Судебный процесс по делу о цареубийстве открылся в ОППС 26 марта 1881 г. Председательствовал на процессе первопри­сутствующий сенатор Эдуард Яковлевич Фукс (1834-1909 гг.) — многоопытный и, в оценке лично знакомого с ним А.Ф. Кони «весьма услужливый» юрист, который с конца 1870-х годов «погрузился в тину усердия по политическим дознаниям», истерично взывая «лишить пропаганду почвы, вырвать с кор­нем её побеги, погасить её очаг»[1139]. Кстати сказать, Фукс был в «не столь дальнем» родстве с Л.Н. Толстым, ибо его жена, Елена Михайловна Кузминская, была сестрой Александра Михайловича Кузминского — мужа Татьяны Андреевны Берс, т.е. сестры Софьи Андреевны Берс, которая стала женой Льва Николаевича Толстого.

Кроме Фукса, в состав ОППС по делу 1 марта входили ещё пять сенаторов и четыре сословных представителя. Фамилии сенаторов нам ничего не говорят, а вот из сословных предста­вителей двое заслуживают нашего внимания: петербургский губернский предводитель дворянства граф Алексей Алексан­дрович Бобринский (1852-1927 гг.) — сын бывшего петербург­ского губернатора, в доме которого семья Перовских жила с 1861 /406/ по 1866 гг., и московский городской голова Сергей Михайлович Третьяков(1834-1892 гг.) — музыковед и собиратель живописи, родной брат основателя Третьяковской художественной гале­реи П.М. Третьякова. Наконец, вот она — мефистофельская гримаса истории: обвинителем на процессе выступал товарищ прокурора Петербургской судебной палаты Николай Валери­анович Муравьев (да, тот самый «Николенька», друг детства Сони Перовской, которому она когда-то, во Пскове, с помощью брата Васи и сестры Маши спасла жизнь, вытянув его из пруда).

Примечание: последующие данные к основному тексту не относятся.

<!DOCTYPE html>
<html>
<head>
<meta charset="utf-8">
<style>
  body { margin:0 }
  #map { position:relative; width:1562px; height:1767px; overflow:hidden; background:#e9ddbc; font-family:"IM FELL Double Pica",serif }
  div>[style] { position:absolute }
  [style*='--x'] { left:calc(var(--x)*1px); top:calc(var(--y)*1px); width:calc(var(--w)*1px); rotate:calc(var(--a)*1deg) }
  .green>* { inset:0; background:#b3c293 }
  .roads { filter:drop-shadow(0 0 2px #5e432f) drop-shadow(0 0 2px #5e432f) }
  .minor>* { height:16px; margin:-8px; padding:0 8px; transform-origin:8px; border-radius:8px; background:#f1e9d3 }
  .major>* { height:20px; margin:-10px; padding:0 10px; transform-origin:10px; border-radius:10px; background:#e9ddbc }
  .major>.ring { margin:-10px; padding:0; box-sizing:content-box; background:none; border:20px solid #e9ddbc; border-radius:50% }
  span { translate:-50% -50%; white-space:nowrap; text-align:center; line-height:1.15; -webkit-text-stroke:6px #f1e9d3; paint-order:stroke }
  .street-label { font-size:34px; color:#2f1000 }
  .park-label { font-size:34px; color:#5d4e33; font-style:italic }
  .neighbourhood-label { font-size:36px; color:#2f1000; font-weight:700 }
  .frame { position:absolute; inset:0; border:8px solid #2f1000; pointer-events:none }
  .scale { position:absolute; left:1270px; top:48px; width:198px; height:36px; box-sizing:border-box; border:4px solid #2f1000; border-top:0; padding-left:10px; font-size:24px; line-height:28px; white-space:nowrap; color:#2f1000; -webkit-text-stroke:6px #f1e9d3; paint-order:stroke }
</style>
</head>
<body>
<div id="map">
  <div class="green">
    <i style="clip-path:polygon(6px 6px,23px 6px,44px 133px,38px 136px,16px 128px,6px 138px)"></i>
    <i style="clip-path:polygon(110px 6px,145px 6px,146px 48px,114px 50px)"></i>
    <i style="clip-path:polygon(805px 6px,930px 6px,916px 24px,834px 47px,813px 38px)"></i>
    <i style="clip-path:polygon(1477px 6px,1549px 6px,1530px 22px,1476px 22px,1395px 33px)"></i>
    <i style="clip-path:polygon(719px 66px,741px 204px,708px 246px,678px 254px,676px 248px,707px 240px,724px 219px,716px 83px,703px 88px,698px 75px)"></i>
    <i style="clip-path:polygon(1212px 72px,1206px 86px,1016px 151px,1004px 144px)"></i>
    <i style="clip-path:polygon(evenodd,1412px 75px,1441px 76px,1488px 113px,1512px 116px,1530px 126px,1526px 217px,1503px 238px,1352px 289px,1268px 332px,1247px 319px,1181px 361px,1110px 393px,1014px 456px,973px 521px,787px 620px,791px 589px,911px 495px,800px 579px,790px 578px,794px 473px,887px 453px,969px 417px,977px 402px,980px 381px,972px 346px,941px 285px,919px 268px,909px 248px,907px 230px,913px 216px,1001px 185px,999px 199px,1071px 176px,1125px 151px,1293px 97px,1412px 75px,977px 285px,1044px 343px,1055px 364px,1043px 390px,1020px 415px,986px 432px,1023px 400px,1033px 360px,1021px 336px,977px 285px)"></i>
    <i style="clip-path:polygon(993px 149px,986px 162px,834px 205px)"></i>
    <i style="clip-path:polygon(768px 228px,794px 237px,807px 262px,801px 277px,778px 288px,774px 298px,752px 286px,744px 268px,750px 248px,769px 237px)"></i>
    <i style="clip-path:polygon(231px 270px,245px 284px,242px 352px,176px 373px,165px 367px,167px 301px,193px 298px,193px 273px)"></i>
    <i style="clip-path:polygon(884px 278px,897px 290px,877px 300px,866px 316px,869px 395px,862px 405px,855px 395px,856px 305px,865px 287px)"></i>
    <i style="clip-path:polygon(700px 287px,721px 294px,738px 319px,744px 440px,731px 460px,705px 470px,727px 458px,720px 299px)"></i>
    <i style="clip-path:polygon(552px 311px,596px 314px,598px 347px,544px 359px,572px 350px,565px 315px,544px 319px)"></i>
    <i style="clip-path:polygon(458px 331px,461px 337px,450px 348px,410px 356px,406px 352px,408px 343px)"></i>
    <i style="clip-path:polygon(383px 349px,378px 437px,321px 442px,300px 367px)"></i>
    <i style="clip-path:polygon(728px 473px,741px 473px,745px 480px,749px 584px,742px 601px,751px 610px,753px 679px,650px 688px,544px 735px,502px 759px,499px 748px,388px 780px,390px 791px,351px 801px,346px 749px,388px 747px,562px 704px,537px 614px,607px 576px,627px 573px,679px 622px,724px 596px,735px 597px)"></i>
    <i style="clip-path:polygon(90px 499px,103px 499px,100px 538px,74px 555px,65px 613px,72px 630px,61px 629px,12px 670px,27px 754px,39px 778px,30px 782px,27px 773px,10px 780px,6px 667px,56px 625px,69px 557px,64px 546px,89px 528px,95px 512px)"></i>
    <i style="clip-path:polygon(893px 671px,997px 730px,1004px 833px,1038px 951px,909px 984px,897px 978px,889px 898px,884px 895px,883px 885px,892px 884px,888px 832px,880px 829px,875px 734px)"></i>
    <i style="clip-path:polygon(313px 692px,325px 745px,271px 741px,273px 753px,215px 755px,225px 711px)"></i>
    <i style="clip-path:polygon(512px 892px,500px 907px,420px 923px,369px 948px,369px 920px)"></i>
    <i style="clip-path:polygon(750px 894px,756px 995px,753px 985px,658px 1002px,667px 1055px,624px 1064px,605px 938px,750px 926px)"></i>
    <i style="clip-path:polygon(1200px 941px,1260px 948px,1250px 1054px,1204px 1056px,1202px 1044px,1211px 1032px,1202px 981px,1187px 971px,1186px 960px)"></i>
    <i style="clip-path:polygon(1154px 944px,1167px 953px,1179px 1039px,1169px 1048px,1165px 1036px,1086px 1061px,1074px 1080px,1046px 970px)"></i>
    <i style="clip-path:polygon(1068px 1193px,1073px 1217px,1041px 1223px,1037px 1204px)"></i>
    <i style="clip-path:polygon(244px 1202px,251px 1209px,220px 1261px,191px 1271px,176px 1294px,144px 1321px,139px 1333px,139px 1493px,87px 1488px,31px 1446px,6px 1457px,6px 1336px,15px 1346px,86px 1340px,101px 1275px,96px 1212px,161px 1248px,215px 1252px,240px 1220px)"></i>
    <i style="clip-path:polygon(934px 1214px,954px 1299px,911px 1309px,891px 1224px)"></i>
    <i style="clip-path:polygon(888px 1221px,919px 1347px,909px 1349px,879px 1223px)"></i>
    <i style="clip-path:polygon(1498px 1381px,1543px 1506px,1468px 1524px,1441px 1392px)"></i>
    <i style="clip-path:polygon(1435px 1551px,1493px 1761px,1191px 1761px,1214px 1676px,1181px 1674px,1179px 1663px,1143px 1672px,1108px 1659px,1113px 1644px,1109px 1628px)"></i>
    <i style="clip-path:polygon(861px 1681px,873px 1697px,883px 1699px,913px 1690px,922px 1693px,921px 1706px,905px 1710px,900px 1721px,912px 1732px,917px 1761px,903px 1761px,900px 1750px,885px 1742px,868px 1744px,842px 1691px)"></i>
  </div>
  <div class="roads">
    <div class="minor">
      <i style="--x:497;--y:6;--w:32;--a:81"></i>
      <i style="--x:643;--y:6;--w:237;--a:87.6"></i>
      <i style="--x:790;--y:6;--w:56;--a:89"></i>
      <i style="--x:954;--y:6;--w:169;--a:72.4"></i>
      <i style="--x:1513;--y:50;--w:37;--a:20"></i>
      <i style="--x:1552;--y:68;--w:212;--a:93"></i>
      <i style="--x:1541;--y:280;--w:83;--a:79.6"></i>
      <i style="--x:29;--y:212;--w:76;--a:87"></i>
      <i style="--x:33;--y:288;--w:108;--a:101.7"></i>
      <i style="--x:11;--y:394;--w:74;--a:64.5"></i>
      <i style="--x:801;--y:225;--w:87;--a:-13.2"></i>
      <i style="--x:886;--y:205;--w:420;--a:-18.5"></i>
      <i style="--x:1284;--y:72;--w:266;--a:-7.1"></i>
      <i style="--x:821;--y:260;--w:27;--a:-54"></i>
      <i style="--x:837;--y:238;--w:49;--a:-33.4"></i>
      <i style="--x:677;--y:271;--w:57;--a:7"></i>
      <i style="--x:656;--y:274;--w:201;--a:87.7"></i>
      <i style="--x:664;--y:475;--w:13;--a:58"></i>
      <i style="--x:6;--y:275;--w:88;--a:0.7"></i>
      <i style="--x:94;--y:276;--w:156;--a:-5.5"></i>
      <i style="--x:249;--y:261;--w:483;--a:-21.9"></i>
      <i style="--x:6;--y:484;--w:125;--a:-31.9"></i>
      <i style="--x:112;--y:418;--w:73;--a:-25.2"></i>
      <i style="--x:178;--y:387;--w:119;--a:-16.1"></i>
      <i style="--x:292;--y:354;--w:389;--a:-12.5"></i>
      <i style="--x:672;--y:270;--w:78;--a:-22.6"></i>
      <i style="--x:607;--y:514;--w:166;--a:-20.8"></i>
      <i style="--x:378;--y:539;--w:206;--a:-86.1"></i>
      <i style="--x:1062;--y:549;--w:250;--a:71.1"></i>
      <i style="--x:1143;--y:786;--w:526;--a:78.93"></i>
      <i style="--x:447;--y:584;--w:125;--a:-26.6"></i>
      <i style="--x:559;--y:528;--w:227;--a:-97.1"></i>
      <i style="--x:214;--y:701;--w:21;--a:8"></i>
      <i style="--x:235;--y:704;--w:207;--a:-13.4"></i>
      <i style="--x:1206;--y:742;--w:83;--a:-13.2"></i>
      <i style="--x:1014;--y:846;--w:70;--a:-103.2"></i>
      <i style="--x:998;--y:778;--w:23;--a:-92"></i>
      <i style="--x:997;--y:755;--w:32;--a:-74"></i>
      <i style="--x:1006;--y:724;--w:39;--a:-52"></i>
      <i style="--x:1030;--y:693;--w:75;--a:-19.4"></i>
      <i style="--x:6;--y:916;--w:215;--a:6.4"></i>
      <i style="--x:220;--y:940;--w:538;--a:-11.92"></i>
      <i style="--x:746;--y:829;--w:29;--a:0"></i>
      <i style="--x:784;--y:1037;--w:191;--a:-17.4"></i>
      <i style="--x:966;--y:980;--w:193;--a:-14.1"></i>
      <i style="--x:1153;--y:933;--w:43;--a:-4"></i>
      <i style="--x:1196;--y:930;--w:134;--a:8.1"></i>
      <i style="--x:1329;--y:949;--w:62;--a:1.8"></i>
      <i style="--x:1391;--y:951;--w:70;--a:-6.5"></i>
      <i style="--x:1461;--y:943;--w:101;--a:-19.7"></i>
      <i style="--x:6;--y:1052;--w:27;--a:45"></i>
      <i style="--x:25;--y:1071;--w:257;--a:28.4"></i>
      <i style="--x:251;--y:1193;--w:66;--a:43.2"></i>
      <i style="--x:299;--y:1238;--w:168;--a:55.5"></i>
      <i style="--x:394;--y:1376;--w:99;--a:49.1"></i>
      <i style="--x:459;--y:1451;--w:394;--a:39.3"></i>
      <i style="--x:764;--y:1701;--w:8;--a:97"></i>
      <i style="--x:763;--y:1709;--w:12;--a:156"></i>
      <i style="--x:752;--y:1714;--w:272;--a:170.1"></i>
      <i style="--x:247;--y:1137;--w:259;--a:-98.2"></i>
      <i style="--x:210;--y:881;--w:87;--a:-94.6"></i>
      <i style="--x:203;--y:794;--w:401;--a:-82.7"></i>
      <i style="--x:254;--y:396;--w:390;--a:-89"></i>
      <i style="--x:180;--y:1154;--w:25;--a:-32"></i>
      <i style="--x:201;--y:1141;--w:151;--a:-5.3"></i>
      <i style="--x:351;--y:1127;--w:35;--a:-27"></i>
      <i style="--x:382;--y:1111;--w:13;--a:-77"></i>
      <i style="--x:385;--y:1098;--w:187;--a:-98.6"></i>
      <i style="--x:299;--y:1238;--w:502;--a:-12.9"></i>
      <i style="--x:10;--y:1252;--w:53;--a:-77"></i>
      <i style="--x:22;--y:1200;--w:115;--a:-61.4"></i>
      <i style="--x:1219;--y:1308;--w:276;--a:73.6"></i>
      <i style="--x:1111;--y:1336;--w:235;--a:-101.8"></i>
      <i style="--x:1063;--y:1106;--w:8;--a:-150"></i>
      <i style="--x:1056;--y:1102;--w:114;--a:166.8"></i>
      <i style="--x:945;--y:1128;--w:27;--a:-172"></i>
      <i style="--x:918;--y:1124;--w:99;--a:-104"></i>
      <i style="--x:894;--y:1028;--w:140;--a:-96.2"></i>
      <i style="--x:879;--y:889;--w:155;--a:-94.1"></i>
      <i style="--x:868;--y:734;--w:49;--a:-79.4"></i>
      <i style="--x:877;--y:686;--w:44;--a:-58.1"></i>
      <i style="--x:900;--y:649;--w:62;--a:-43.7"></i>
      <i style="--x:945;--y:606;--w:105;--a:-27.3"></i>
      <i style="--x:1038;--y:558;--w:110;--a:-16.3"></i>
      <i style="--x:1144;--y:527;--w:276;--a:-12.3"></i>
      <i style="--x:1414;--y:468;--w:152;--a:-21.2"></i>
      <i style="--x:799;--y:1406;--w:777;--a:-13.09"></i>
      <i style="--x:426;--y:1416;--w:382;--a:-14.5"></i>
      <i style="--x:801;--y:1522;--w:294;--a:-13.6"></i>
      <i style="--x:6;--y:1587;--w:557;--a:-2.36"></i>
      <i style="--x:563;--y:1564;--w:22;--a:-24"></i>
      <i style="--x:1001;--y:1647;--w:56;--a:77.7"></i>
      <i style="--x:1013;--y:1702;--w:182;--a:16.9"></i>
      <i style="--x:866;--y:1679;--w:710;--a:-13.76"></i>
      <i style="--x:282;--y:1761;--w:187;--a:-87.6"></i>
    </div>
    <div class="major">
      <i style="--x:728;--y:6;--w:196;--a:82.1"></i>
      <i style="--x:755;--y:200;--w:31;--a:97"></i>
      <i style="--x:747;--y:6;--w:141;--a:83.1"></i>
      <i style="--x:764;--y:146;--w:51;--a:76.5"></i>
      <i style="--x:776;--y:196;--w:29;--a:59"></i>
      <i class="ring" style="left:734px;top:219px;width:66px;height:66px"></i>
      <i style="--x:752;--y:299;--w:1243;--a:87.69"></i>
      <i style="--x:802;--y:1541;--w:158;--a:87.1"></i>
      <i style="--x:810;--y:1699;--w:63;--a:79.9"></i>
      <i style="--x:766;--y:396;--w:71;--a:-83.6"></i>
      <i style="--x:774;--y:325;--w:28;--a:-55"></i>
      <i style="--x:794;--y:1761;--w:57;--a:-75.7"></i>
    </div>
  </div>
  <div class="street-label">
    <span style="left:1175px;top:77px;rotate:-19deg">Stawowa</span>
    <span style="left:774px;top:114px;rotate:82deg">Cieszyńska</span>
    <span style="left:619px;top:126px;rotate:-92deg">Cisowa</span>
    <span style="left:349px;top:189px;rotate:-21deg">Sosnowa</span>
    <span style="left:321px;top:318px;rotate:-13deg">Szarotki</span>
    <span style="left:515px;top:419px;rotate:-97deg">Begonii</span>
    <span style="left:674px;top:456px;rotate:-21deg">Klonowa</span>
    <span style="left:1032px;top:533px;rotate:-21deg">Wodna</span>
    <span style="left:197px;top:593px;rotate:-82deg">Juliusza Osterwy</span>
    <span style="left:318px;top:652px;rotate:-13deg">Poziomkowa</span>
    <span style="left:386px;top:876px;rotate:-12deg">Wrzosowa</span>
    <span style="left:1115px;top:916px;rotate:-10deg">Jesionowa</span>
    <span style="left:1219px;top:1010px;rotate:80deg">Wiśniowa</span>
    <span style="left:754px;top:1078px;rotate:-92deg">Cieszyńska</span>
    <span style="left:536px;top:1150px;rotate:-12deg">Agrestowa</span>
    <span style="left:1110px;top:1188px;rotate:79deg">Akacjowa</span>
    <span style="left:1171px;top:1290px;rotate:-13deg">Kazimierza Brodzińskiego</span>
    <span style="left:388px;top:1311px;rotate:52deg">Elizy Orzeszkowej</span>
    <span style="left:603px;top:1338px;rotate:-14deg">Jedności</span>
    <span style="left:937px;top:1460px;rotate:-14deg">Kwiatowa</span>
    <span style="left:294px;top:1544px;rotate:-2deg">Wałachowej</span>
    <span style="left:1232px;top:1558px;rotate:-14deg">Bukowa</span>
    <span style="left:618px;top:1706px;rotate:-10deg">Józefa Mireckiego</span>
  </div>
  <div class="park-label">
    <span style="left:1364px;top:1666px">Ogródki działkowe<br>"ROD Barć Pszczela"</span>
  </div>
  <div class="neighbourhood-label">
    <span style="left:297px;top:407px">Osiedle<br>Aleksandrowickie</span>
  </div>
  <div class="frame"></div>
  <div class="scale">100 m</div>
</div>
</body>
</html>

Достойно была представлена на процессе первомартовцев адвокатура. Правда, здесь не оказалось двух её бесспорных в то время лидеров — «короля адвокатуры» В.Д. Спасовича и слыв­шего «совестью адвокатуры» Д.В. Стасова, но, тем не менее, каж­дый из пяти присяжных поверенных, задействованных на этом процессе, имел отличную репутацию и как профессионал и про­сто как личность[1140]. Пожалуй, самым авторитетным из них был Владимир Николаевич Герард (1839-1903 гг.) — брат генерал-гу­бернатора Финляндии Н.Н. Герарда, одноклассник по Училищу правоведения и близкий друг П.И. Чайковского, первоклассный криминалист и оратор-художник, ярко сочетавший в себе свет­скость, джентльменство и бойцовскую отвагу, уже блеснувший к тому времени как адвокат на самых громких политических процессах — «50-ти» и «193-х». Блестяще проявил себя ранее на процессе «193-х» и Евгений Иванович Кедрин (1851-1921 гг.) — талантливый и гуманный юрист, либерал (будущий кадет), который, однако, сотрудничал с революционерами и подвер­гался за это репрессиям, в 1905-1907 гг. трижды был арестован. Столь же талантлив, гуманен и либерален был Алексей Михай­лович Унковский (1828-1893 гг.) — не только юрист, но и вид­ный общественный деятель, автор самого демократичного из дворянских проектов отмены крепостного права в 1861 г., друг и душеприказчик Н.А. Некрасова и М.Е. Салтыкова-Щедрина. /407/

Менее авторитетны, но известны и уважаемы были тогда в России ещё два защитника по делу первомартовцев: Август Антонович Герке (1841-1902 гг.) — сын профессора Петербургской консерватории, друг П.И. Чайковского и А.Г. Рубинштейна, филантроп, возглавлявший множеств благотворительных учреждений от судебного ведомства до родовспомогательного приюта для женщин, и Константин Фёдорович Хартулари (1841-1897 гг.) — адвокат, ранее веско заявивший о себе на процессах нечаевцев и «50-ти», а посмертно признанный «одним из столпов сословия присяжных поверенных»[1141].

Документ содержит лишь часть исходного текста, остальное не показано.